Rare DNA Variants Linked to Height Found In Japanese Study
Dozens of rare DNA variants have been identified in the largest genetic study of human height in an Asian population. Published in Nature Communications, the genome-wide association study (GWAS) highlighted some of the similarities and differences that play a role in determining height in different parts of the world, and deepened our understanding of the interactions between genes that contribute to normal growth.
Height is a highly heritable trait under polygenic inheritance, meaning it is largely affected by several variants, not only one, and affected by the DNA we inherit from our parents. Numerous genome-wide association studies have shown that thousands of variants can affect height, with more than 3500 being identified so far. However, most large studies that have been performed are based on European populations.
Researchers at the Laboratory for Statistical Analysis at the RIKEN Centre for Integrative Medical Sciences (IMS) in Japan used the BioBank Japan Project, a collection of genetic and clinical data collected from nearly 200,000 individuals living across the country. Using this genetic data, they found some connections between adult height and some 28 million sites across the genome.

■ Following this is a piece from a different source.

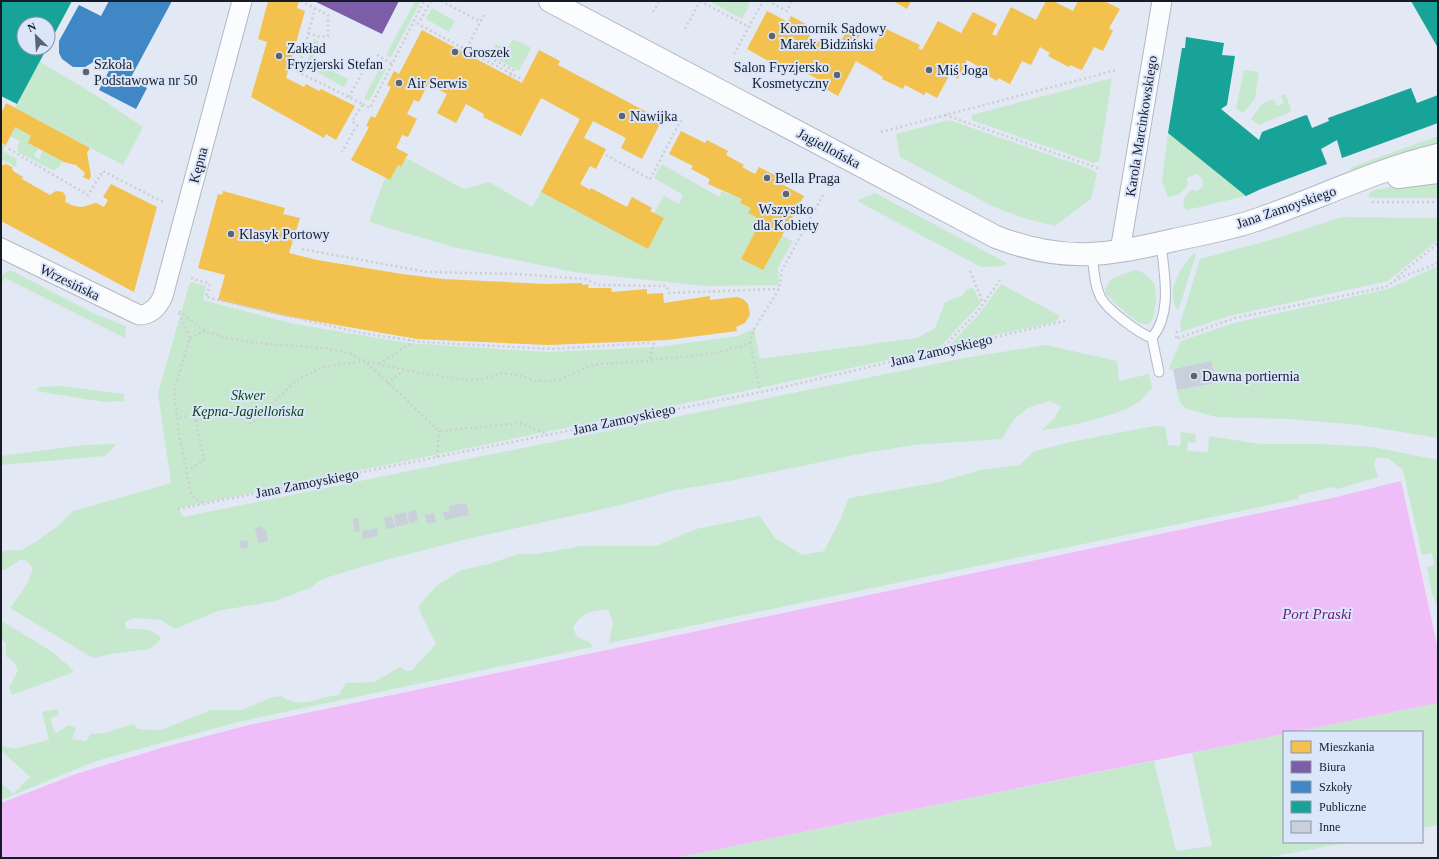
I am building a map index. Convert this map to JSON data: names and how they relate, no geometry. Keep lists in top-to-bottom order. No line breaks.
{"streets":{"street":["Karola Marcinkowskiego","Jagiellońska","Kępna","Jana Zamoyskiego","Wrzesińska"]},"crossings":[["Karola Marcinkowskiego","Jagiellońska"],["Karola Marcinkowskiego","Jana Zamoyskiego"],["Jagiellońska","Jana Zamoyskiego"],["Kępna","Wrzesińska"]],"water":["Port Praski"],"parks":["Skwer Kępna-Jagiellońska"],"places":["Komornik Sądowy Marek Bidziński","Groszek","Zakład Fryzjerski Stefan","Miś Joga","Szkoła Podstawowa nr 50","Salon Fryzjersko Kosmetyczny","Air Serwis","Nawijka","Bella Praga","Wszystko dla Kobiety","Klasyk Portowy","Dawna portiernia"],"legend":["Mieszkania","Biura","Szkoły","Publiczne","Inne"],"north":"top left"}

The researchers reported 573 height-associated variants, including 22 rare and 42 low-frequency variants. These 64 rare variants explain 1.7% of the phenotypic variance. As well as appearing to be specific to East Asians, the rare variants were found to be mostly linked to genes involved in increasing height, whereas any rare variants usually found in Europeans have the opposite effect and constrain height.
The results could suggest that European and Japanese populations experienced different evolutionary pressures in their distant pasts, including differences such as lifestyle which could have played a role.
The team hope that their research leads to the development of new methods to identify population-specific selection pressures on complex human traits and expand our genetic knowledge on population structure.